Yes, provided the university is WDOMS-listed and NMC-approved, the programme is English-medium, the student qualifies for NEET before departure, and the internship is completed at the same institution. The graduate must then pass FMGE/NExT to obtain a licence to practice in India.
Q10. What is the difference between NMC approval and WDOMS listing?
NMC approval refers to the National Medical Commission of India’s recognition of a foreign university as eligible for Indian students to enrol and return to sit FMGE/NExT. WDOMS (World Directory of Medical Schools) is the international database maintained jointly by WHO, WFME, and FAIMER. NMC uses WDOMS as one of its primary verification tools. For practical purposes: if a university is not in WDOMS, it is not NMC-eligible. Both need to be verified.
Q11. Is MBBS in Russia safe in 2026, given the ongoing conflict?
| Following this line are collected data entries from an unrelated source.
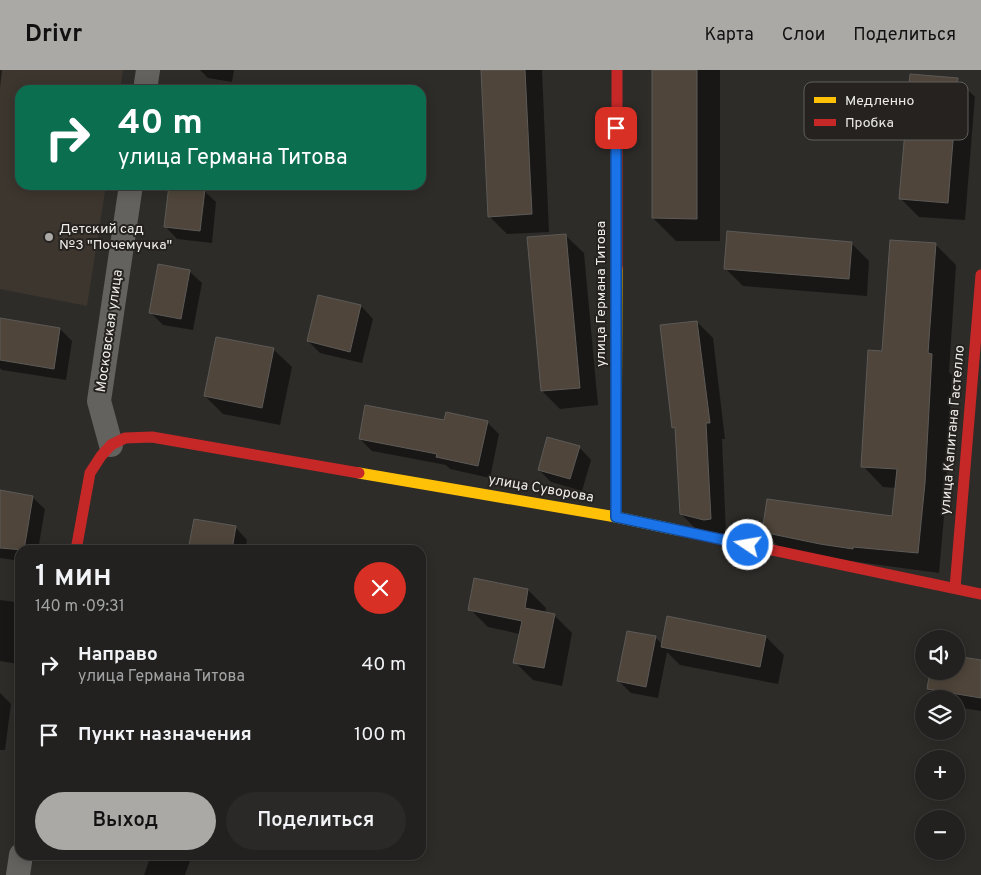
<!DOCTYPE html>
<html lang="ru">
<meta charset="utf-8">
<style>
:root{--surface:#22211f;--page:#2a2928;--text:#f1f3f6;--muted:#a2a3a4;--line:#3f3e3d;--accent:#aba9a6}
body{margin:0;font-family:Overpass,sans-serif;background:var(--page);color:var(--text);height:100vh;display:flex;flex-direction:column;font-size:19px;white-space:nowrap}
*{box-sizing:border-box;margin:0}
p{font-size:16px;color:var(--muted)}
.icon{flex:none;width:28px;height:28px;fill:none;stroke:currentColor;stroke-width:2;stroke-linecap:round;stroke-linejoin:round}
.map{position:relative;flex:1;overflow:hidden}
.sheet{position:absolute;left:15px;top:475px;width:411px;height:315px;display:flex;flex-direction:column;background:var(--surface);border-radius:15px;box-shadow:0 2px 12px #0003,0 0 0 1px var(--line)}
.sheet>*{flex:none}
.hud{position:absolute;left:15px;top:15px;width:411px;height:105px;border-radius:15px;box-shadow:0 2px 12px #0003,0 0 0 1px var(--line);background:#0b6e4f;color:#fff;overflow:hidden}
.fabs{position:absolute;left:915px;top:560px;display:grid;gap:10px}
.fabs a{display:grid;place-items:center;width:50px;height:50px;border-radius:50%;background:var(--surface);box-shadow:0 2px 12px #0003,0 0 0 1px var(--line);font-size:25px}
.pin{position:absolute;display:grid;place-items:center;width:42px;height:42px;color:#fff;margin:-21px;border-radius:10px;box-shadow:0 2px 8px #0006}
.me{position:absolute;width:55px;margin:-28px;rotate:282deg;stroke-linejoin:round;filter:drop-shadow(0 0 4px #0008)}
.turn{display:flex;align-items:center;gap:18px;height:105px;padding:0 20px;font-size:22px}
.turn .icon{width:65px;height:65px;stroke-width:2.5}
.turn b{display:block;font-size:35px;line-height:42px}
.round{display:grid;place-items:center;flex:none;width:52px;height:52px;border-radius:26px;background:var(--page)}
.summary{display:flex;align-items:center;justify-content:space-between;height:85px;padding:0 20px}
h1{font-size:30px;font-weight:600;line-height:38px}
.action{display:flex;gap:10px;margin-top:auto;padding:10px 20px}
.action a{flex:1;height:58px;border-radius:30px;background:var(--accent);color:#111;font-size:20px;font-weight:600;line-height:58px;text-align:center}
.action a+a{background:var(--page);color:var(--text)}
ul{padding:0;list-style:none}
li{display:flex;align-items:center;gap:15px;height:70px;padding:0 20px}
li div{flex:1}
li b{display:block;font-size:19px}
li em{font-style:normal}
header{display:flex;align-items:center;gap:30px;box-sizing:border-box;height:70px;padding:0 25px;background:var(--accent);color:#111}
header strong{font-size:24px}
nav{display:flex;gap:28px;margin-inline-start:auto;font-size:18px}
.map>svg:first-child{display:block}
</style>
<header>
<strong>Drivr</strong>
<nav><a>Карта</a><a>Слои</a><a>Поделиться</a></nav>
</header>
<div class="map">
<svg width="981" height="805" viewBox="0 0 981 805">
<rect width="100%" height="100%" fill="#2e2c29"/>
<path fill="#3c362e" d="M0,0h123l-3,20h-100v95h86l-19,121 -87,-17z"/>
<g fill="#0007">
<path d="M0,0h2l-2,18z"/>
<path d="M200,0h34l-2,12 -24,-4z"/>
<path d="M483,0h59l7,162 -42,2 -18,-18z"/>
<path d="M653,0h67v171h-44l-23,-23z"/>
<path d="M957,9l18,18 -10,123 -46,-3 -18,-18z"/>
<path d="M203,120l13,12 -4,41 -35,-4 -12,-13z"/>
<path d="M565,165l19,18 14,152 -38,4 -18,-18z"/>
<path d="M851,173l18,18 -2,35 -124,-10 -18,-18z"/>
<path d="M936,175l20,20 -7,107 3,3 -7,130 -6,68 -155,-21 -21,-21 131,-13 2,-30 -13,-1 -20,-21 20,-114z"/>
<path d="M189,201l13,12 -9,47 -30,-5 -13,-13z"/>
<path d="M361,236l12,13 -11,44 -42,-10 -12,-12z"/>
<path d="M0,250l60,9 12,12 -6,39 -64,-10 -2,-2z"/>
<path d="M697,252l16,16 12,101h-3l4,96 -29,-5 -16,-16 -4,-84 -3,-3z"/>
<path d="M273,279l19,18 -12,58 -57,-11 -18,-18z"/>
<path d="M445,352h42l12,12 -9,44 -40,-9 -4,-4 -74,-14 -12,-12z"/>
<path d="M579,377l12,13 -9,31 -31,-9 -12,-12z"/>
<path d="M0,421l32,6 13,12 -7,41h-18v11l-20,-3z"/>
<path d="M235,457l12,13 -2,10h-55z"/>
<path d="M297,474l28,6h-29z"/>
<path d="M421,506l3,3 -3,16z"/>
<path d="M528,520l18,18 -1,5 9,2 18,18 -10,53 -29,-6 -18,-18 5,-28 -32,-7 -18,-18z"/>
<path d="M0,530l15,2 5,6v45l-2,11 -18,-3z"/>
<path d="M668,548l98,19 18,18 -6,29 -98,-19 -13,-13 -9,46 -27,-5 -12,-12 36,-44 7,7z"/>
<path d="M981,592v49l-25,-4v-8h-18l-10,-10 28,-18z"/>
<path d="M0,623l11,11 -6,46h-5z"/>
<path d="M421,733l4,4 -4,21z"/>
<path d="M151,785h41l-7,20h-41z"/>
</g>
<g fill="#4f453a" stroke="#5c5a58">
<path d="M481,0h44l7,144 -44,3z"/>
<path d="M652,0h45v149l-45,-1z"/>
<path d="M910,4l48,4 -10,125 -49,-4z"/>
<path d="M169,115l36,4 -5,42 -36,-4z"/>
<path d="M727,161l125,11 -3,37 -125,-10z"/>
<path d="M566,164l14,154 -39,3 -14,-154z"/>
<path d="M890,170l46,3 -8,110 4,1 -7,129 -7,70 -65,-6v2l-33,-5 -58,-12 5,-33 125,17 5,-47 -36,-2 7,-117 14,1z"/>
<path d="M158,194l32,6 -9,49 -32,-6z"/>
<path d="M318,225l43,10 -11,47 -43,-11z"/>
<path d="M0,248l60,10 -6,41 -54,-9z"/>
<path d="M697,251l13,102h-4l5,96 -7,1 -24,-6 -5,-87 -3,1 -12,-103z"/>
<path d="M216,267l58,11 -12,60 -58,-12z"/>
<path d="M365,335l79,15 2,-8 42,9 -10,45 -42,-9 1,-3 -78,-15z"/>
<path d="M547,367l33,9 -10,33 -32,-9z"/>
<path d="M0,420l33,6 -9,54 -24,-2z"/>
<path d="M194,449l42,7 -4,24h-44z"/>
<path d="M474,508l54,11 -3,19 30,6 -11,54 -31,-5 9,-42 -54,-11z"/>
<path d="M667,546l99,20 -6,31 -99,-20z"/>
<path d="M627,561l29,5 -10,51 -29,-6z"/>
<path d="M956,586l25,4v38l-54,-9 3,-18h26z"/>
</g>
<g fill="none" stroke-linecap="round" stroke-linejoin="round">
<g stroke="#63625f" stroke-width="24">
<path d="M145,20l3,-20"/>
<path d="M111,375l-12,-44 32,-216"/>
<path d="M18,805l3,-20"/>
</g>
<g stroke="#ffc107" stroke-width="11">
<path d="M359,403l257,44 61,13"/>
<path d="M616,447l1,-249"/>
</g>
<g stroke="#c62828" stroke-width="11">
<path d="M617,198v-198"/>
<path d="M677,460l304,64"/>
<path d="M76,480l14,-77 11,-17 10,-11 14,-7 27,-1 207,36"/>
<path d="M955,518l26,-313"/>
</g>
</g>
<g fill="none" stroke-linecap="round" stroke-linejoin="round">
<g stroke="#114b97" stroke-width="12">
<path id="route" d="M616,58v389l132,28"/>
</g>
<use href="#route" stroke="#1a73e8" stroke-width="9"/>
</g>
<circle fill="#aba9a6" stroke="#25221f" stroke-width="2" cx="49" cy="167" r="5"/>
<g text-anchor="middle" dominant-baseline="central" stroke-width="4" stroke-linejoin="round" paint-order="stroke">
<g font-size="14" fill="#eeecea" stroke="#25221f" text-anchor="start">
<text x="59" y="159">Детский сад<tspan x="59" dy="16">№3 "Почемучка"</tspan></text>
</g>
<g font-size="14" fill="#eeecea" stroke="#25221f">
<text transform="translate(601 224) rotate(-90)">улица Германа Титова</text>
<text transform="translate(110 261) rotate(-82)">Московская улица</text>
<text transform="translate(953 360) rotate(-85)">улица Капитана Гастелло</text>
<text transform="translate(541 419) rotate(10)">улица Суворова</text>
</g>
</g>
<rect x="804" y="12" width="164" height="58" rx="8" fill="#25221f" stroke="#615f5c" stroke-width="1"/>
<rect x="814" y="27" width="22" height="6" fill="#ffc107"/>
<rect x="814" y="49" width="22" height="7" fill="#c62828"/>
<g font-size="14" fill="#eeecea">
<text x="845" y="35">Медленно</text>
<text x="845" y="57">Пробка</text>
</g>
</svg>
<div class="fabs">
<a><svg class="icon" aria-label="sound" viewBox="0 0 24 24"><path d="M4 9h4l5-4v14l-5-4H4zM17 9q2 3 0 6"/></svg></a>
<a><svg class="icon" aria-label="layers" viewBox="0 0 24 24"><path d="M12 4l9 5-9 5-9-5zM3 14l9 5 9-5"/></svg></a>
<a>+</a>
<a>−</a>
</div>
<div class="pin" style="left:616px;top:58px;background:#d93025"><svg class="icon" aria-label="arrive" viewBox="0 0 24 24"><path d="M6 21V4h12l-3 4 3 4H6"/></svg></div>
<svg class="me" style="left:748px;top:475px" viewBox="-20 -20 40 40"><circle r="17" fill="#1a73e8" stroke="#fff" stroke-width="3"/><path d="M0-11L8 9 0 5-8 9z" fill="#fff"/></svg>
<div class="hud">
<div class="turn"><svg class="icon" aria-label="right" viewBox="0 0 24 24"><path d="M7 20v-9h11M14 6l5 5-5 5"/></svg><div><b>40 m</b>улица Германа Титова</div></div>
</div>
<section class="sheet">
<div class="summary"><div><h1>1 мин</h1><p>140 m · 09:31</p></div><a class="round" style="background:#d93025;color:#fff"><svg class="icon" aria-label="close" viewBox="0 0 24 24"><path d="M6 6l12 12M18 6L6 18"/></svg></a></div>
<ul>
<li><svg class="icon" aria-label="right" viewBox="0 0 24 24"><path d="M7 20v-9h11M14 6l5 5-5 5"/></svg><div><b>Направо</b><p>улица Германа Титова</p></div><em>40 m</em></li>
<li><svg class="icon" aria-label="arrive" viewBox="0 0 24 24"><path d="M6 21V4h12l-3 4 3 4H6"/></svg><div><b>Пункт назначения</b></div><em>100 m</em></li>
</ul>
<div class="action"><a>Выход</a><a>Поделиться</a></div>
</section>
</div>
Major Indian student cities in Russia, Moscow, St. Petersburg, Kazan, and Orenburg, are geographically distant from front-line areas, and Indian student enrolment in Russia has increased since 2022 rather than declined.
Q12. How long does the complete MBBS abroad admission process take?
From initial counselling to a student arriving at university, the typical timeline is 8–12 weeks: 1–2 weeks for counselling and shortlisting, 1–2 weeks for document collection and application, 2–3 weeks for offer letter, 1–2 weeks for attestation and apostille, 4–6 weeks for visa processing. Starting immediately after NEET results (June 2026), it comfortably reaches September–October 2026 intakes.